I think part of yesterday’s post was unknowingly written by my arthritic toe. I’m sure I’ve mentioned it before in this platform. I should give it a damn name by now because it has taken over my life more than once in the last couple of years. Let’s call it… Hulk. Cause when it hurts I usually want to Hulk Smash something.
It’s my big toe on my right foot. Hallux rigidus is the medical term. Here’s a magical link to a Harvard Medical School link about it. The title of it is Big Toe Got You Down? It may be Hallux Rigidus. Doesn’t that sound like an amazing article?? It is.
I have had my fair share of pain in life which I think most of us can say the same. But this toe… I’ve been getting cortisone injections in it for the past four years or so between two to four times a year. About every three to six months give or take. (side note: my little black fluff ball is currently standing over my hands while I’m typing this and now just stepped on my forearm… what an exciting life I lead! Oh, she jumped off. I swear that I must be made of trampoline fabric because of the springiness that she can get from me)
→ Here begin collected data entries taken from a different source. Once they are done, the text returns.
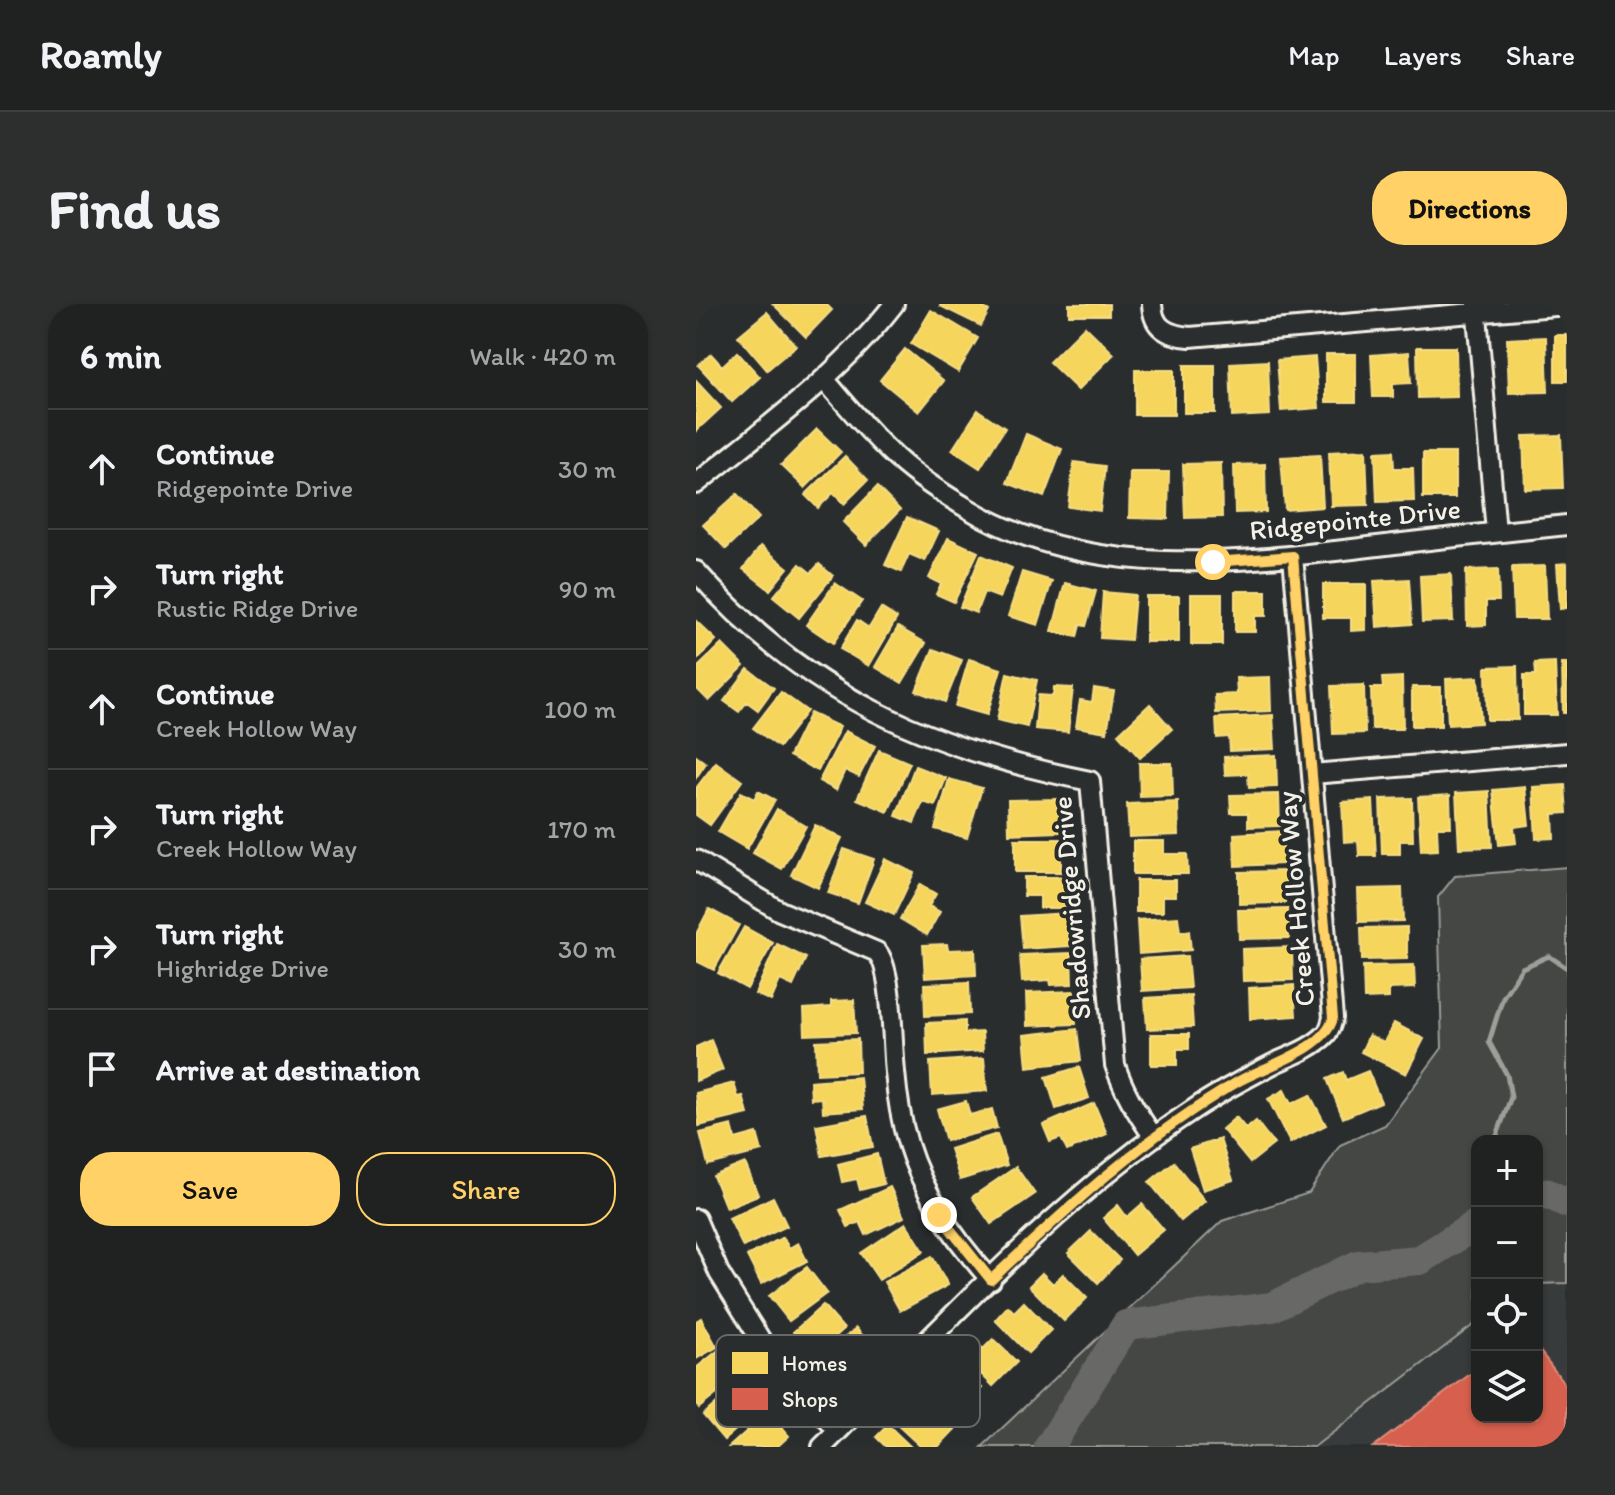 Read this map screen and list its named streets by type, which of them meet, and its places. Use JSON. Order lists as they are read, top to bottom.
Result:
{
  "streets": {
    "street": ["Ridgepointe Drive", "Creek Hollow Way", "Shadowridge Drive"]
  },
  "crossings": [
    ["Creek Hollow Way", "Shadowridge Drive"]
  ],
  "legend": ["Homes", "Shops"],
  "page": {
    "header": "Roamly",
    "nav": ["Map", "Layers", "Share"],
    "buttons": [
      "Directions",
      ["Save", "Share"]
    ],
    "title": "Find us",
    "heading": ["6 min", "Walk · 420 m"],
    "list": [
      ["Continue", "Ridgepointe Drive", "30 m"],
      ["Turn right", "Rustic Ridge Drive", "90 m"],
      ["Continue", "Creek Hollow Way", "100 m"],
      ["Turn right", "Creek Hollow Way", "170 m"],
      ["Turn right", "Highridge Drive", "30 m"],
      "Arrive at destination"
    ],
    "map_buttons": ["+", "−"]
  }
}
Anyway, so before my leave started, I was over the four month mark and starting to feel the pain to a point where I had begun icing the Hulk after work and soaking it in Epsom salts baths. I usually do that when the pain begins to set in on a regular basis. Well, by the time I figured I should go ahead and go to get an injection, my foot doctor was taking emergency cases only. So this leave at home not going anywhere has probably been the best thing I can do for the Hulk right now. I tend to get ~6,000+ steps during the work day, so while I may be at a desk job, there is a bit of movement involved in it. Still, the pain has continued to increase and yesterday it rained all day. It really is true when people say that they can feel the rain coming in their bones. Yep. I can do that now. Not exactly proud of it cause I’d rather Dr. Banner be hanging out with me instead of the Hulk most of the time.
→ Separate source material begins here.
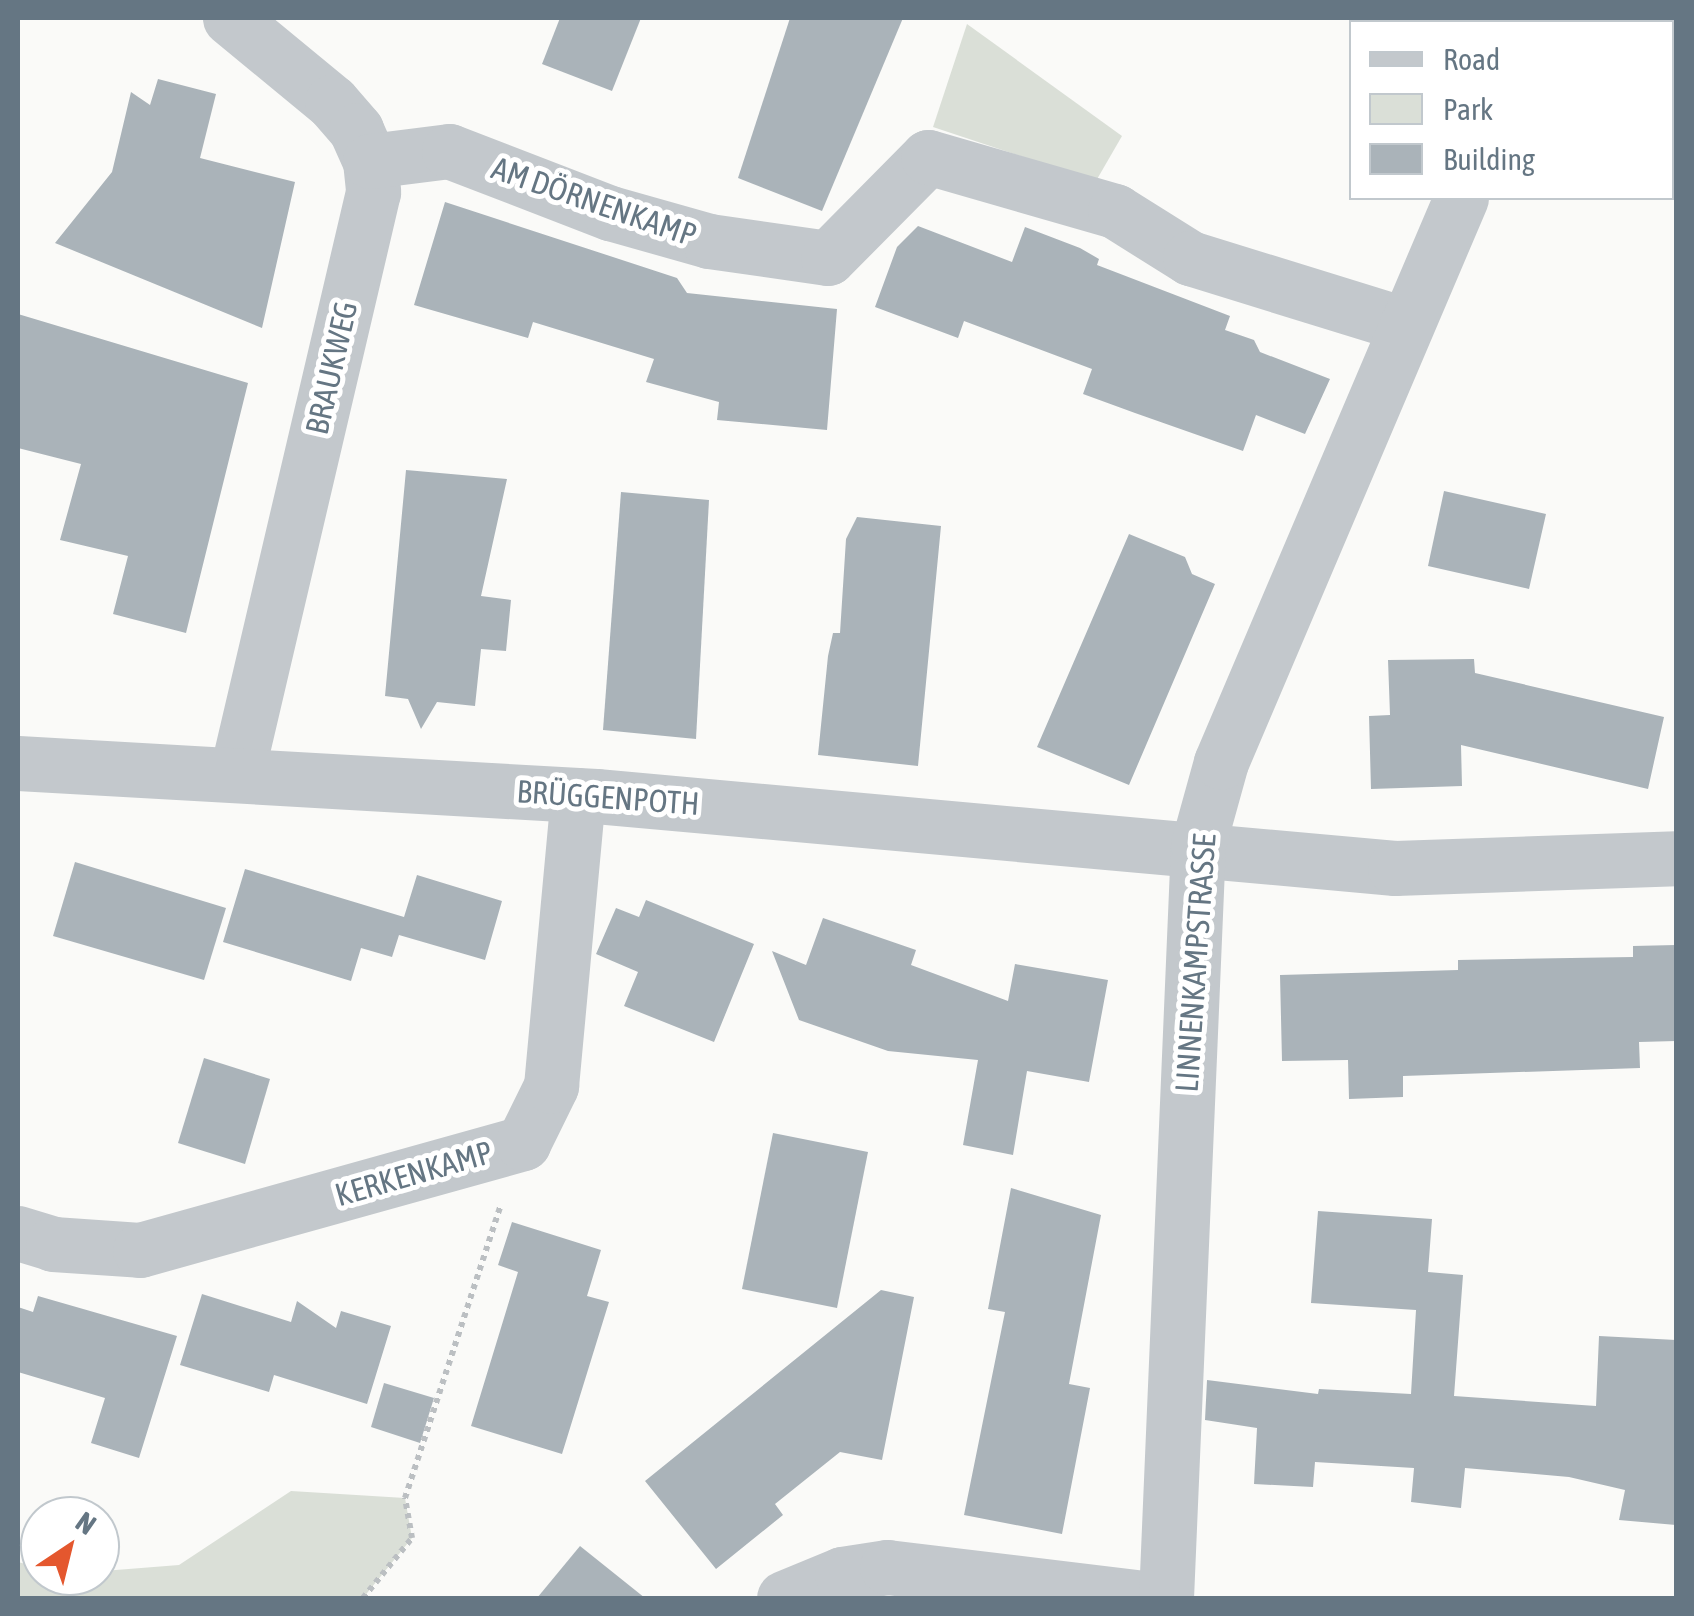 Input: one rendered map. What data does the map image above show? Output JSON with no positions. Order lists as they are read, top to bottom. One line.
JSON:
{"streets":{"street":["AM DÖRNENKAMP","BRAUKWEG","BRÜGGENPOTH","LINNENKAMPSTRASSE","KERKENKAMP"]},"crossings":[["AM DÖRNENKAMP","BRAUKWEG"],["AM DÖRNENKAMP","LINNENKAMPSTRASSE"],["BRAUKWEG","BRÜGGENPOTH"],["BRÜGGENPOTH","LINNENKAMPSTRASSE"],["BRÜGGENPOTH","KERKENKAMP"]],"legend":["Road","Park","Building"],"north":"top right"}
So yesterday was a bit rough despite the fact that I was sitting for most of it. There was a constant throb all day long. It’s my big f**king toe. It’s tiny! Why in the hell is it so freaking painful?!
Anyway, so that’s that. Another thing that has been on my mind lately is the phrase “if you spot it, you got it.” Of course, most of the things that I “spot” are negative because who really thinks about themselves in a positive light the majority of the time? So I’ve been comparing and contrasting things that I’ve heard, read, seen to myself because I keep finding other negative things to pull myself down with. Imagine that?
Obviously having the mega combination of mental, emotional and physical health being out of whack at the same time is not going to be good. Thankfully Friday I had gotten to my breaking point and called to make a telehealth appointment with my therapist before I go back to work. My coworkers didn’t do anything to deserve crazy Monica come back instead of regular day Monica (I was going to put “normal Monica”, but I abhor the word “normal” on an average day and since I’m living in trifecta mode right now, I super hate it now).
I don’t know. Most of this has become gibberish to me by this point, so I must apologize if you’re still reading. This is literally finger vomit you’re getting at this point and usually when I do that, I don’t go back and edit anything.